## Problem
A single number is the required answer: the count of lines in the listing below that hold the string "controls".

## Given data
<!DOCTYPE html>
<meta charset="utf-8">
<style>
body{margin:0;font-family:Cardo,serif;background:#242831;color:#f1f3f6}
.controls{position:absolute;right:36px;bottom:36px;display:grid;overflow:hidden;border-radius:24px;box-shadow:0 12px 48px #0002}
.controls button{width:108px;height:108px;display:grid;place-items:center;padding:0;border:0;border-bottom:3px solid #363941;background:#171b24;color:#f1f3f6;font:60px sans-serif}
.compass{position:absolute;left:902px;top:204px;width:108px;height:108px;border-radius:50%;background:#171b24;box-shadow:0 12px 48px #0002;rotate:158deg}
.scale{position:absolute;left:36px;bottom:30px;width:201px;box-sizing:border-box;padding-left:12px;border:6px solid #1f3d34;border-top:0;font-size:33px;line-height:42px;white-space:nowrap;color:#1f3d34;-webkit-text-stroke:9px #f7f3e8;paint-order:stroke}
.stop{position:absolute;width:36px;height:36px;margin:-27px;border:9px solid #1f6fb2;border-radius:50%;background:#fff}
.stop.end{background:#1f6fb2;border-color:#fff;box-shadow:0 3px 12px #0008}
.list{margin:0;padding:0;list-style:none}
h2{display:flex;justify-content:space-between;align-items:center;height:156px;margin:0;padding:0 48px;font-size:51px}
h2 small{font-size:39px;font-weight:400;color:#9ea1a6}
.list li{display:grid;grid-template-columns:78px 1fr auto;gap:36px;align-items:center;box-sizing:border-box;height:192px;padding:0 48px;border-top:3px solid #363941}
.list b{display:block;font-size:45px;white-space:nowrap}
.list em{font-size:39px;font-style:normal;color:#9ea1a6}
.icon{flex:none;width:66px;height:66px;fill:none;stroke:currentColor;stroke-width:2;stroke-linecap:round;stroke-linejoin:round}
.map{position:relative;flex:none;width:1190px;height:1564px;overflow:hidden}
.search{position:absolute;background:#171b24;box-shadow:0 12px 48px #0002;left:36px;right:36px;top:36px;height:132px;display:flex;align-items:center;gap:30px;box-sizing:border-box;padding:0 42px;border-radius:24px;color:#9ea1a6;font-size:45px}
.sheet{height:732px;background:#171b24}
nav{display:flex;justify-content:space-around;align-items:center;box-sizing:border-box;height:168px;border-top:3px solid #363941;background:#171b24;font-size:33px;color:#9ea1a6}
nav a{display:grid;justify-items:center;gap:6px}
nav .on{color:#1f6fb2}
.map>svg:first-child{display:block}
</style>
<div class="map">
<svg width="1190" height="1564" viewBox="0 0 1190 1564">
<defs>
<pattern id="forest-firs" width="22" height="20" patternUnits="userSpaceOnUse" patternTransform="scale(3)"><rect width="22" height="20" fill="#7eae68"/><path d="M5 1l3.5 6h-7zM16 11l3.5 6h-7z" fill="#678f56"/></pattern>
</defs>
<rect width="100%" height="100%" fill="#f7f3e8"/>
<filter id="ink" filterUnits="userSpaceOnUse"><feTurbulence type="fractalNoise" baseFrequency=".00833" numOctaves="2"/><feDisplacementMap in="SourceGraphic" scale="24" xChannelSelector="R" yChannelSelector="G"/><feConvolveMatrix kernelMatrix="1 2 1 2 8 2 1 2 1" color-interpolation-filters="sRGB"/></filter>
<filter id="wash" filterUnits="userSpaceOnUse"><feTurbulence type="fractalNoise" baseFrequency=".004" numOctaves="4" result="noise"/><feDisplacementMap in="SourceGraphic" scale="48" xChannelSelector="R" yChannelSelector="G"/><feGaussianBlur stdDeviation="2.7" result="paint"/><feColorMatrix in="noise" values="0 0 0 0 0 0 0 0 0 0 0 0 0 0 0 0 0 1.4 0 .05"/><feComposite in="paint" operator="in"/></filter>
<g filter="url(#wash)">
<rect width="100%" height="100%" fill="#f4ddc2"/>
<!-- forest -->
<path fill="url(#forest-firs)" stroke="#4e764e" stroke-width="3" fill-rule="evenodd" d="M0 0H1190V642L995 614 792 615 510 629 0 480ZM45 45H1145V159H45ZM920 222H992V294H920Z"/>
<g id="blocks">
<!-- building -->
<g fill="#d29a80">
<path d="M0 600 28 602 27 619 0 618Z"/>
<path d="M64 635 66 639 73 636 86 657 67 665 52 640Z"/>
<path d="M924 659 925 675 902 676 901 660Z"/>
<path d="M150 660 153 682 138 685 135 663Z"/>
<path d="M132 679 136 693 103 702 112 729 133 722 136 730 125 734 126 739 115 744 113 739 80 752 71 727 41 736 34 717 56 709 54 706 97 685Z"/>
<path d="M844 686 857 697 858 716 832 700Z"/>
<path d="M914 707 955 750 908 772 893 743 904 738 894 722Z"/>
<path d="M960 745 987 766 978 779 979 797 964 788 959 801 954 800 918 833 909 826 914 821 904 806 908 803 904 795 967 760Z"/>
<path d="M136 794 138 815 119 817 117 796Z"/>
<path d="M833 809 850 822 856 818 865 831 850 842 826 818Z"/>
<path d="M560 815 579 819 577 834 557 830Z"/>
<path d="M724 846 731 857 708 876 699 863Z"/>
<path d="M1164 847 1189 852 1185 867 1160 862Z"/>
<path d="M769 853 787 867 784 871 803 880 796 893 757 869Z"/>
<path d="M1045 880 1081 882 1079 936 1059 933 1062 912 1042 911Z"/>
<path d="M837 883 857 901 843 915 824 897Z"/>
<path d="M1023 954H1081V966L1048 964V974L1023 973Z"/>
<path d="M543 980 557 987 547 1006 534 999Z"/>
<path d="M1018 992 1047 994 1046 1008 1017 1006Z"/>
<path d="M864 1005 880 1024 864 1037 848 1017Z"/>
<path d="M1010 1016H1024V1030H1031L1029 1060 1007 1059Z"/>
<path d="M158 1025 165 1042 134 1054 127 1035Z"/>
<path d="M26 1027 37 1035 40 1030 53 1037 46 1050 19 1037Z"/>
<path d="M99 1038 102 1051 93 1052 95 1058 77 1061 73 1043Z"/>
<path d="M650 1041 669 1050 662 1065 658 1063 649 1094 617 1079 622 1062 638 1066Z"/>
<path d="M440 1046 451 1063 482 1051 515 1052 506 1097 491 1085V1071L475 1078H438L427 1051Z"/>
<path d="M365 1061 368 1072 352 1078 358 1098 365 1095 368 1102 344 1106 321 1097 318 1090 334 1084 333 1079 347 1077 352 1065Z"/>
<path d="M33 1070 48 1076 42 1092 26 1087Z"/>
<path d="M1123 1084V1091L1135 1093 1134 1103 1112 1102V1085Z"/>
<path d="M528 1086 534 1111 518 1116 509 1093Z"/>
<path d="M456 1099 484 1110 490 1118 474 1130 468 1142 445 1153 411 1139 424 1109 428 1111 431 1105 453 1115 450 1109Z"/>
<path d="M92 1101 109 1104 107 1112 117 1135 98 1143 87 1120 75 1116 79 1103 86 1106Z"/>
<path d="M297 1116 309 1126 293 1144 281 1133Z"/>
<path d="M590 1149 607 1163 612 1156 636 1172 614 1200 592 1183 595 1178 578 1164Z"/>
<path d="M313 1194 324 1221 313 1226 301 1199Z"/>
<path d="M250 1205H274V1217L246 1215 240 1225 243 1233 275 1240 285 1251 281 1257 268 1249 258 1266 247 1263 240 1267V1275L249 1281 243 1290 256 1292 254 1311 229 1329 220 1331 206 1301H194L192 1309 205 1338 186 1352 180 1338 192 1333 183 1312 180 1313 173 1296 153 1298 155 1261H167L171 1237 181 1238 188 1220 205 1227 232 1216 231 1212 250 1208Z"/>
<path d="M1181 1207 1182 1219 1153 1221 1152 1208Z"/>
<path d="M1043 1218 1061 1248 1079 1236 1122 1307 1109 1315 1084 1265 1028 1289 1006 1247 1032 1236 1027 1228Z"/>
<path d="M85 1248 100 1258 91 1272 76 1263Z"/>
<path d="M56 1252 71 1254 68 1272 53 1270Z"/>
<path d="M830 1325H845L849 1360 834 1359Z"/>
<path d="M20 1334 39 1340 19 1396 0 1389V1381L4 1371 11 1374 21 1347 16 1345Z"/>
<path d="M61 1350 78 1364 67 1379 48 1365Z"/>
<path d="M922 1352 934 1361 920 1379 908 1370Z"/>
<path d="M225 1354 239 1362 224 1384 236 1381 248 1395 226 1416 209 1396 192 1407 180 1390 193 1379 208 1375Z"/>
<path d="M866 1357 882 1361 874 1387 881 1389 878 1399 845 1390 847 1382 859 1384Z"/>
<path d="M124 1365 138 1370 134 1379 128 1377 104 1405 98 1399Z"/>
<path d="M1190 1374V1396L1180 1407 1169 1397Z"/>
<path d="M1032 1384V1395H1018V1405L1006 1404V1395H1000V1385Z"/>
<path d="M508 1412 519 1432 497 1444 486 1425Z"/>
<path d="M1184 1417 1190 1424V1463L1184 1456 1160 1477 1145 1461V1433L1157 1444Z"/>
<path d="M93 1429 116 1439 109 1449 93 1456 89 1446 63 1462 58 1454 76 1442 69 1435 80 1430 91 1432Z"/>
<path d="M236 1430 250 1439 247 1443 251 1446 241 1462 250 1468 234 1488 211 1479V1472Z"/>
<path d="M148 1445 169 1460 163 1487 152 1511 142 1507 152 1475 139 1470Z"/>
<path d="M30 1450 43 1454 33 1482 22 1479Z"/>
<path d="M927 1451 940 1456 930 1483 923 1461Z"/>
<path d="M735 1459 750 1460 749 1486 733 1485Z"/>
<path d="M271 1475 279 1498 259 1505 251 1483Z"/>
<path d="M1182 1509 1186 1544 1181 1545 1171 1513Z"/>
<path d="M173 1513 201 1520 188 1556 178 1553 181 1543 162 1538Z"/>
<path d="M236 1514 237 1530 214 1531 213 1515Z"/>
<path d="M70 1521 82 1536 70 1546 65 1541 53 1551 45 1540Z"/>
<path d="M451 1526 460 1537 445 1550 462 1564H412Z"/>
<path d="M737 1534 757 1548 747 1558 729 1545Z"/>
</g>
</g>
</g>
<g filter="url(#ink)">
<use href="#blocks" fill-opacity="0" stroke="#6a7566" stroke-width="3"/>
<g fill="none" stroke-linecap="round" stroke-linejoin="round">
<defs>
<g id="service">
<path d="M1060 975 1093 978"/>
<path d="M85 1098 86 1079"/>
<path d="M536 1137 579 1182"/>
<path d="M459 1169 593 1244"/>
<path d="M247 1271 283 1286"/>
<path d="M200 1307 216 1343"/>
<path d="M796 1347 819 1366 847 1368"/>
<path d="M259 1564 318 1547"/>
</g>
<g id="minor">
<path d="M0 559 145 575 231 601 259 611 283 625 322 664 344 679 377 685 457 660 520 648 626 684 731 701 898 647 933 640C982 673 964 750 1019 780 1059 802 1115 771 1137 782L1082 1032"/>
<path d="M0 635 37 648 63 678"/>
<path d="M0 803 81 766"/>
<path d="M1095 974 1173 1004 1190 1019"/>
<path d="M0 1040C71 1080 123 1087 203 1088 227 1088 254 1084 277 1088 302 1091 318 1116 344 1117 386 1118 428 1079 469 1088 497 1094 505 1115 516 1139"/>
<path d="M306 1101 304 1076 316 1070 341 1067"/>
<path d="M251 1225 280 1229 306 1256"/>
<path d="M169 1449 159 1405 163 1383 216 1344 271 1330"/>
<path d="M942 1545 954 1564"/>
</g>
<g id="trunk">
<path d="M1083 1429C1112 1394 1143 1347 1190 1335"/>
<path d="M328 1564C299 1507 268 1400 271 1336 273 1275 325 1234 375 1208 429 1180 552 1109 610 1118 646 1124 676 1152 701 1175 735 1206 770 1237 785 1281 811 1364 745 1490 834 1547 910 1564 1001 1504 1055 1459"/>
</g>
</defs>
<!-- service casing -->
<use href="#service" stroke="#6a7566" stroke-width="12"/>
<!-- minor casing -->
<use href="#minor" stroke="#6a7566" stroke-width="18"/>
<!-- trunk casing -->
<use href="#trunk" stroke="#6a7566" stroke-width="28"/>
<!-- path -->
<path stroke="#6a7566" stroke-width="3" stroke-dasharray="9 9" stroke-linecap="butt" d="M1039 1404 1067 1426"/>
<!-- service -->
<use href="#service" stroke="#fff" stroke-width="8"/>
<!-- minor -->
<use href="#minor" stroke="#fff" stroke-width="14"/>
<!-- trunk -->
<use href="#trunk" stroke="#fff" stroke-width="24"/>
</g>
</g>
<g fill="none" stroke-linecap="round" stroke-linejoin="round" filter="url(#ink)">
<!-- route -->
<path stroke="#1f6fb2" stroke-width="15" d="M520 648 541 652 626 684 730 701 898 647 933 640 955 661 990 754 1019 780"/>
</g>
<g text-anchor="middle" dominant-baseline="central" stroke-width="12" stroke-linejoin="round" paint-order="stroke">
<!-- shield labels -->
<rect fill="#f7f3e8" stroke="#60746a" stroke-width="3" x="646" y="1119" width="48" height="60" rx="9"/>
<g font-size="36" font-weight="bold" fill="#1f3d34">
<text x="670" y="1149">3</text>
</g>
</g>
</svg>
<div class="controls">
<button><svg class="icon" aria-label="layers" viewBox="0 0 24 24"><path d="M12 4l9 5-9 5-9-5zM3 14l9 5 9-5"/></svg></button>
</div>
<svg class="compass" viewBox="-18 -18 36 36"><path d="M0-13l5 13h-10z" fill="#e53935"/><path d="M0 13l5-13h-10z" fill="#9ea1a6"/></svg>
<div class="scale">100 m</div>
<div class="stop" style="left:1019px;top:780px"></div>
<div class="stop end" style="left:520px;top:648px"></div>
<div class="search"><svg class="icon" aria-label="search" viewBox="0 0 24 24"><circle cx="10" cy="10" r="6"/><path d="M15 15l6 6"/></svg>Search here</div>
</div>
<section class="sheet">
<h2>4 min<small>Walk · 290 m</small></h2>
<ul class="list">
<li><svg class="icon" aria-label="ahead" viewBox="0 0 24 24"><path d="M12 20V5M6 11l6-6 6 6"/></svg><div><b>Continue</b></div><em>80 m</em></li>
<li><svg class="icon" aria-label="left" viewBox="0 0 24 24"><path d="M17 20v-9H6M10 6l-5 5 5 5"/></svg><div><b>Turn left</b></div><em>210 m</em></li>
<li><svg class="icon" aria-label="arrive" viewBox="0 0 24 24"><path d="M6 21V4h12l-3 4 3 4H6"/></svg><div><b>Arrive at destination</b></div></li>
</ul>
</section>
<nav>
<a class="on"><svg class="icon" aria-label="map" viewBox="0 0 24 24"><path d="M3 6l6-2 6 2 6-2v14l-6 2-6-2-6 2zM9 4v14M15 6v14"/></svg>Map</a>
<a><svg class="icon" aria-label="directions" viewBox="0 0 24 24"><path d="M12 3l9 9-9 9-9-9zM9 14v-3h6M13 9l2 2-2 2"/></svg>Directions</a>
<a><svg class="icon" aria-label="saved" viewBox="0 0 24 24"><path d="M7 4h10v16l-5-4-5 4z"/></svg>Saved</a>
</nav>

## Output
3